The notion that property in prime areas of central London is being snapped up by foreign investors who leave those homes empty is untrue.
Attacking the Labour Party’s plans to introduce a mansion tax on properties worth over £2m, estate agent Ed Mead warns: “When the top end of the property market suffers, it has a trickle-down effect.

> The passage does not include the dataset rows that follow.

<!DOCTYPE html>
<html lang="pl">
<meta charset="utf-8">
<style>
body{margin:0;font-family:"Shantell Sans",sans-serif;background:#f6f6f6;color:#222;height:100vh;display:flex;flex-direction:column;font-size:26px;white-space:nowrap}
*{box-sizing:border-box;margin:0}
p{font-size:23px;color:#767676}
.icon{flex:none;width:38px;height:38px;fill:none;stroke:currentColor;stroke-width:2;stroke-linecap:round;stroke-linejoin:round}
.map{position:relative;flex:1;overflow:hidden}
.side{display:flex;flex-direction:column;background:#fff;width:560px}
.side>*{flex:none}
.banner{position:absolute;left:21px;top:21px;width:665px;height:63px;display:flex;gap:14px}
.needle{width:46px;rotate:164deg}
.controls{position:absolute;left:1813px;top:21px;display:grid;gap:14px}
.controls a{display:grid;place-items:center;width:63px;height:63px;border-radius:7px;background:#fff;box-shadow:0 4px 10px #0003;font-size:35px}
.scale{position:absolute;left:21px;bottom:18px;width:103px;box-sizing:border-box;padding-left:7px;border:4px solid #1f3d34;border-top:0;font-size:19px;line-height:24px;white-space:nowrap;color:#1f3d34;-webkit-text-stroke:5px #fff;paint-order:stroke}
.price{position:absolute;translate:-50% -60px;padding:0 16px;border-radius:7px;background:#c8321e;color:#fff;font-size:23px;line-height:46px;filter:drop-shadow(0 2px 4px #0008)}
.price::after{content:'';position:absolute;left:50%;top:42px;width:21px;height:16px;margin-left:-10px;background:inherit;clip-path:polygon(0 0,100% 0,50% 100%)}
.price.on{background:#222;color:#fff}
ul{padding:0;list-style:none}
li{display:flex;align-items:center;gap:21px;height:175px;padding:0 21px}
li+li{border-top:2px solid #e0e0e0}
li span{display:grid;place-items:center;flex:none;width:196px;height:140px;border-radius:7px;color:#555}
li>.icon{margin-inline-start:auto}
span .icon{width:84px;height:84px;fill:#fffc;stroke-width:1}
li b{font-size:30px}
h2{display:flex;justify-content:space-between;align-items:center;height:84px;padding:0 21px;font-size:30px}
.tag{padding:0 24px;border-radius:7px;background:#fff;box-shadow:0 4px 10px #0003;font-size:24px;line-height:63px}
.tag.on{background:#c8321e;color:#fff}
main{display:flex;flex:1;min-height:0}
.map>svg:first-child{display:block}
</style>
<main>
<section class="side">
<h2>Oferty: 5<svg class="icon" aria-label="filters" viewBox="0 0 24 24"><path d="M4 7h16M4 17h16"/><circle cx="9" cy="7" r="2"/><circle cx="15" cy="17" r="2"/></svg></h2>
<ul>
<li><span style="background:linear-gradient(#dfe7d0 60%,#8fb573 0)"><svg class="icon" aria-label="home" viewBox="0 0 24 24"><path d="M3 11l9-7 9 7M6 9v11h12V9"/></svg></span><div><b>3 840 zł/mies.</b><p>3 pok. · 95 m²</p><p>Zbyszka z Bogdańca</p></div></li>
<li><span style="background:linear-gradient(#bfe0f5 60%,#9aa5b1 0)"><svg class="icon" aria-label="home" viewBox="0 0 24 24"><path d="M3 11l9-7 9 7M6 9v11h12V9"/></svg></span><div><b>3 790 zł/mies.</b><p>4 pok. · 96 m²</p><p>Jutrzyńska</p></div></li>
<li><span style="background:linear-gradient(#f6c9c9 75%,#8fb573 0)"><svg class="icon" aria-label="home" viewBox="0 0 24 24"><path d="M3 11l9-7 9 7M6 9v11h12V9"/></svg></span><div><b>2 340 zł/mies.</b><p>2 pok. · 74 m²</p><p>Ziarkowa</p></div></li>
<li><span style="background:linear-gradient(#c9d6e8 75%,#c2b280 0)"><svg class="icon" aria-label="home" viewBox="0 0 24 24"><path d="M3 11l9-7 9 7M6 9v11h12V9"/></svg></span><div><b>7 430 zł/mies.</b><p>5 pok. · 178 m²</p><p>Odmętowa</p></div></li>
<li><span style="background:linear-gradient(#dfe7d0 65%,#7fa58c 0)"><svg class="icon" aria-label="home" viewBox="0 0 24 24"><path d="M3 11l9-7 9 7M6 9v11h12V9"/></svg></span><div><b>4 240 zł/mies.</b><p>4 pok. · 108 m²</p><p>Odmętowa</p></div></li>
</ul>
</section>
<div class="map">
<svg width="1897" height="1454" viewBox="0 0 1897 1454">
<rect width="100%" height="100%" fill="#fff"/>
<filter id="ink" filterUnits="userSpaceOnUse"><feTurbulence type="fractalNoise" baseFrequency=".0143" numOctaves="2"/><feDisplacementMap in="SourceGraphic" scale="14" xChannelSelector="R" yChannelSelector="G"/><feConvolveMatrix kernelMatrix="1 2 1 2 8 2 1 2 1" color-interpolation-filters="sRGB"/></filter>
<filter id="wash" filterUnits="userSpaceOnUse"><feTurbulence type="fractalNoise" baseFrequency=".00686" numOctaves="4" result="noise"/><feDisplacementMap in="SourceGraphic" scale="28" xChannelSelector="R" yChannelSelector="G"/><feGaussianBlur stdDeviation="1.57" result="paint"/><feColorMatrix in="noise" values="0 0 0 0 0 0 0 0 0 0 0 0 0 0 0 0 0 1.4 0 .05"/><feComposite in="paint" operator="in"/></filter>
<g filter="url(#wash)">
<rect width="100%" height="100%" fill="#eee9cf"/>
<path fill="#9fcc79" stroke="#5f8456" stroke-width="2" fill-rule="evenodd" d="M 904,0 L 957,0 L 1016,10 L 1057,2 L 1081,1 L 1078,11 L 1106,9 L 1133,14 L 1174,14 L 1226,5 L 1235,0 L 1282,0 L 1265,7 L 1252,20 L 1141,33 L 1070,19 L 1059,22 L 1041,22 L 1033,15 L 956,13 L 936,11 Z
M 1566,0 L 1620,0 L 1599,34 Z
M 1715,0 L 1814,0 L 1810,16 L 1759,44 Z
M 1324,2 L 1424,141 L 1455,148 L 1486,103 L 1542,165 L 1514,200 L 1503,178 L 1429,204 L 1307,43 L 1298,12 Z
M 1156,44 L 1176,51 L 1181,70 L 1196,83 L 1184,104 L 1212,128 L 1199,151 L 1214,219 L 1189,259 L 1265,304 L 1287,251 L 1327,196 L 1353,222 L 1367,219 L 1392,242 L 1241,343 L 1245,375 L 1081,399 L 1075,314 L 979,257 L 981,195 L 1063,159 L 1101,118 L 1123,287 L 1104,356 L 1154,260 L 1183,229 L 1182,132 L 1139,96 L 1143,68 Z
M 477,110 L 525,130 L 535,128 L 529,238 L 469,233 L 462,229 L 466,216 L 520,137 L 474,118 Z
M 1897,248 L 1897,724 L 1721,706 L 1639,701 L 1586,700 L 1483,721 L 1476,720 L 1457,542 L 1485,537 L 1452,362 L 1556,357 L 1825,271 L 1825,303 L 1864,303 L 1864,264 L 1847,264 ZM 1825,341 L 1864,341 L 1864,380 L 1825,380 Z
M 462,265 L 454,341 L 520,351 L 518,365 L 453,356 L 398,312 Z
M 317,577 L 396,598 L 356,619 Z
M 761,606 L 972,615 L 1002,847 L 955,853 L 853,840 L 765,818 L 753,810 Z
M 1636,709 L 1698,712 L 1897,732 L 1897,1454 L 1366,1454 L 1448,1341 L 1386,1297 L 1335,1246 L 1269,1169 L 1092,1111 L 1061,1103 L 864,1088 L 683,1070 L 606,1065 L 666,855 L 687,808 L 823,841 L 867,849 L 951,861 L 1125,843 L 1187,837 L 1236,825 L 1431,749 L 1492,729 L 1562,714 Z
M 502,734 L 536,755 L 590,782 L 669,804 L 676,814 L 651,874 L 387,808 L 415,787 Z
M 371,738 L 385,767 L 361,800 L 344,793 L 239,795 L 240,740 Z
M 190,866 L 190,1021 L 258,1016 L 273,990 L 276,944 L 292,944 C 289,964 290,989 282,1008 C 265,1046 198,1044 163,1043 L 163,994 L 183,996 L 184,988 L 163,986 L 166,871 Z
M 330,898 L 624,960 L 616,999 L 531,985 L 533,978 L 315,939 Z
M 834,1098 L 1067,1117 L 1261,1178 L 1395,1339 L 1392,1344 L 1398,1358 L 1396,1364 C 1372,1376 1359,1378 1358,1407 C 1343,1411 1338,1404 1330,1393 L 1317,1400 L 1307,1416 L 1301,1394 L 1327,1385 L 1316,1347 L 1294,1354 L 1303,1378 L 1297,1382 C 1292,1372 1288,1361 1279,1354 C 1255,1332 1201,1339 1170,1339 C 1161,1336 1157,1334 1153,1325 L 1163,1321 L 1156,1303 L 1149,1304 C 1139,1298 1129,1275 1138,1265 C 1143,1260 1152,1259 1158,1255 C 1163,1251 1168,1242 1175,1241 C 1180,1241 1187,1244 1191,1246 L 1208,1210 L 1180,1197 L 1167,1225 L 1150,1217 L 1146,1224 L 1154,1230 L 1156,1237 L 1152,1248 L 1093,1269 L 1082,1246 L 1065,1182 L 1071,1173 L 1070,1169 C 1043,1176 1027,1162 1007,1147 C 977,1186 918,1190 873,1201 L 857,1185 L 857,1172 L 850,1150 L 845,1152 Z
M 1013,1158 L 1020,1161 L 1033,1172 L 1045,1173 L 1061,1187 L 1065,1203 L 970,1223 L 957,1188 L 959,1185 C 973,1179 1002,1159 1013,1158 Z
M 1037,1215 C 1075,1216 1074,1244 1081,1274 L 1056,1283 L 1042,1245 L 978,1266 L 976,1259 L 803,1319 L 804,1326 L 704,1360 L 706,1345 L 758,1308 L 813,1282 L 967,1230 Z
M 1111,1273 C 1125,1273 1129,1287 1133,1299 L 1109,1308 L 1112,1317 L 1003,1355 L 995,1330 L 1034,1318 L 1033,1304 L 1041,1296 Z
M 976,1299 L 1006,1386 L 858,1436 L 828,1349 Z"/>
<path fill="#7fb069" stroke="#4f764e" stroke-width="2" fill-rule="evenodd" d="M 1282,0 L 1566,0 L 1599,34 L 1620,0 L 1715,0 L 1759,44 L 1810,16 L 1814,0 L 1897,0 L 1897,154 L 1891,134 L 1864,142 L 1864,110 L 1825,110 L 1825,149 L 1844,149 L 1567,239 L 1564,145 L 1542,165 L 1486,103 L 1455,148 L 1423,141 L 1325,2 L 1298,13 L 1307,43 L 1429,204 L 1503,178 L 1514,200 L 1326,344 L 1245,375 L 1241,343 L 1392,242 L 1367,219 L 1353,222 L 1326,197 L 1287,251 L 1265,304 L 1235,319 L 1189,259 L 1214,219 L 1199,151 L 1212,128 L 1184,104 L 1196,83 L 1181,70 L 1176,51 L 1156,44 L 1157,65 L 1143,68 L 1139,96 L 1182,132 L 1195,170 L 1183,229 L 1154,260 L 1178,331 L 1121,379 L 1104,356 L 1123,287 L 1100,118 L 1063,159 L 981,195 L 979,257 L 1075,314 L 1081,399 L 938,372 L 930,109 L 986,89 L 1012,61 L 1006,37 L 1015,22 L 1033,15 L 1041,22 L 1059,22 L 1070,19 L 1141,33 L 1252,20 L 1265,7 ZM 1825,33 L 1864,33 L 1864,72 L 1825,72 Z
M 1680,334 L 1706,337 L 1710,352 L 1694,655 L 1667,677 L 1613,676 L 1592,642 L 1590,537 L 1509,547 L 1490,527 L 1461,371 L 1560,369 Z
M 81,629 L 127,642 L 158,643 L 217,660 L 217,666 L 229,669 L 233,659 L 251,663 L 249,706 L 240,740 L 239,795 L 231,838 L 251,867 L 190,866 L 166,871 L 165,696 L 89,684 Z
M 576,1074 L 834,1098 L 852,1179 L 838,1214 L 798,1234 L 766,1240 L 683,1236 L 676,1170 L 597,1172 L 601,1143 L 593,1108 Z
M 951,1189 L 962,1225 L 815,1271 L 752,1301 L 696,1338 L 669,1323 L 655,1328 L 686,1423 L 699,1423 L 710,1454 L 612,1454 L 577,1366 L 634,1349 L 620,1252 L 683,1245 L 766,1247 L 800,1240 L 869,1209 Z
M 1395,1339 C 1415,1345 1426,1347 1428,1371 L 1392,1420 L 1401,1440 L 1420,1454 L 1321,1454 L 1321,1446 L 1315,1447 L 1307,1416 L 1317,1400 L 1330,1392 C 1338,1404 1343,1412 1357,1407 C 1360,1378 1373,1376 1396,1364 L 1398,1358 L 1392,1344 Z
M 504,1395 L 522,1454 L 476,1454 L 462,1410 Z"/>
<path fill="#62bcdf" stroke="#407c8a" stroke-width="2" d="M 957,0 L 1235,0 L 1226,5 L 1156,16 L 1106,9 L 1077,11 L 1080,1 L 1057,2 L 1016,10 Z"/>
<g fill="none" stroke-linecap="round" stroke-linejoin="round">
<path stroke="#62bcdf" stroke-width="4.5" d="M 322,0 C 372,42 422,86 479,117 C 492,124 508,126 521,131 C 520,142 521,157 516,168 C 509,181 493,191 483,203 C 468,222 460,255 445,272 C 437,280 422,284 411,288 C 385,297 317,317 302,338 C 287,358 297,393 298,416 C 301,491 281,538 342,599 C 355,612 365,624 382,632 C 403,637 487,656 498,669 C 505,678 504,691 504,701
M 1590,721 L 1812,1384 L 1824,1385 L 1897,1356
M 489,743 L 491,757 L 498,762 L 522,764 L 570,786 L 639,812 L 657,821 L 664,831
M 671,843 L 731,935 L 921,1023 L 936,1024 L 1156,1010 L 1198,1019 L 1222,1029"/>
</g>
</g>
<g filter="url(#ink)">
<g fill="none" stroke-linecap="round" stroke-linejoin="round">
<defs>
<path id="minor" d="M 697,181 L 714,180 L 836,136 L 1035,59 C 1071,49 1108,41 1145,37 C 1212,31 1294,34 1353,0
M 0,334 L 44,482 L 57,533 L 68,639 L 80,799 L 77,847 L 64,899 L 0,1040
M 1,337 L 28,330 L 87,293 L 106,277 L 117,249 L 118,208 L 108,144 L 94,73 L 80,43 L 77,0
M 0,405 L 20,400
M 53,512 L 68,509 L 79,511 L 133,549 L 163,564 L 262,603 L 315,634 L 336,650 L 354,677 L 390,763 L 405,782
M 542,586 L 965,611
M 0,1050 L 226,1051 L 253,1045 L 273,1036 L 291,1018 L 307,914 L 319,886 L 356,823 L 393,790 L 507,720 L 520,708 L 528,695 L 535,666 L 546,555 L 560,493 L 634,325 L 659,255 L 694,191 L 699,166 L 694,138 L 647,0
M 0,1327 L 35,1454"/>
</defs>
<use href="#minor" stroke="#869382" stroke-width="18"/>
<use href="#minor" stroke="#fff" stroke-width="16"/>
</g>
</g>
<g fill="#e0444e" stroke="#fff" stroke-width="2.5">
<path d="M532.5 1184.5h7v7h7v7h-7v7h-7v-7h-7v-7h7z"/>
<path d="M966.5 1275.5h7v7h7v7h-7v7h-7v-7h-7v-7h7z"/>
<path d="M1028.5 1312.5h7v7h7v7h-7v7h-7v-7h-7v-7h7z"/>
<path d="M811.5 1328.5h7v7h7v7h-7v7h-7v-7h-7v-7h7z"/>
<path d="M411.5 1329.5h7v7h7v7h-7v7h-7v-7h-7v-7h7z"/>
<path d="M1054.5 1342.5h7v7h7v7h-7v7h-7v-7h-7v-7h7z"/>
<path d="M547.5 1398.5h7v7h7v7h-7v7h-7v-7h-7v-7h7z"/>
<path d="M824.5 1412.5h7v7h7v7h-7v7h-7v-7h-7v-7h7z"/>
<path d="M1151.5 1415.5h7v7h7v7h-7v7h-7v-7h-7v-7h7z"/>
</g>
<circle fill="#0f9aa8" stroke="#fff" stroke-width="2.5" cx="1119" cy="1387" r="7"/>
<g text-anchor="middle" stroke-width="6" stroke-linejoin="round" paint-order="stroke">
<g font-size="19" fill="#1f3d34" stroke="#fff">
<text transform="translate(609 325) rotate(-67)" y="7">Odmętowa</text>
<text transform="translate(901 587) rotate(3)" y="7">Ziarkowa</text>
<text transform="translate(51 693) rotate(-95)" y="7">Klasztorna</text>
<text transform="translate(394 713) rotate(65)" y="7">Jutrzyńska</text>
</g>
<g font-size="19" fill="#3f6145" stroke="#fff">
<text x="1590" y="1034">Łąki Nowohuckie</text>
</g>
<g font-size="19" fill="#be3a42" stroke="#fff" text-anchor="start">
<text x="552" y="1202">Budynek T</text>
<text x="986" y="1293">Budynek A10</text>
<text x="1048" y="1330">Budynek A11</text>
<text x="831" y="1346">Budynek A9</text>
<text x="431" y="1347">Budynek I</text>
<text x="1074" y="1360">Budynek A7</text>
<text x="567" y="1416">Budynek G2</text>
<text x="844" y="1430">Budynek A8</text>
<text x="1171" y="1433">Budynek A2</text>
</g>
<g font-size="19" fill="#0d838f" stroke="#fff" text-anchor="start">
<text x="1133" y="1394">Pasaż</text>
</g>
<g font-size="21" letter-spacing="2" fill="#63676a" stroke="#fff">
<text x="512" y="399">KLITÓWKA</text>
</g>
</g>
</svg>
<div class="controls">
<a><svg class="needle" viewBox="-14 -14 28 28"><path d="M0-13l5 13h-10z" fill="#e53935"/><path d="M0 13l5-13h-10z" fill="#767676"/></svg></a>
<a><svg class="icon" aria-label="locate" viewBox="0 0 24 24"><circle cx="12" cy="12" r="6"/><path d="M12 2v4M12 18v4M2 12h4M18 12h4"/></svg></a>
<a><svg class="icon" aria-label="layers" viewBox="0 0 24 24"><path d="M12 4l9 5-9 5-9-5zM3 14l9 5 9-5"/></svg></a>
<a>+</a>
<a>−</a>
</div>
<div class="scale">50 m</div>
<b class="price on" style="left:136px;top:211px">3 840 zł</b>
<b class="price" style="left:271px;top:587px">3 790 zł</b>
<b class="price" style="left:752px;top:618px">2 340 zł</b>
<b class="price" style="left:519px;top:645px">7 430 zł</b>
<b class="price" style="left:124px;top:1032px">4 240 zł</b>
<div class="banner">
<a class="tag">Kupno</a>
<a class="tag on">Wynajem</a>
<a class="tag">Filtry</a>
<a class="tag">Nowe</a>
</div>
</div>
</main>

Pretending otherwise is a dangerous exercise in head burying.”
The executive director of property firm Douglas & Gordon points out that property owners spend a lot more in their local area and have a major impact on businesses beyond those associated with property.
Figures from the Office for Budget Responsibility show a projected reduction of £600m in stamp duty revenue this year, £1.7bn next year and £2bn the year after. “If the top 1% of taxpayers contribute over 25% of all tax collected by the government, it’s not rocket science to extrapolate that these reductions will be coming from the lack of transactions at the top end of the market,” says Mead.
He says the mansion tax plan stems from “divisive class rhetoric that has blinded politicians to more sensible ways of raising revenue”.
Mead claims the number of billionaires in £140m apartments have been blown out of all proportion by Shadow Chancellor Ed Balls.
“Overseas property investors do not leave their London homes empty. There aren’t enough super-rich buyers out there to turn Chelsea into an empty fortress,” according to Mead.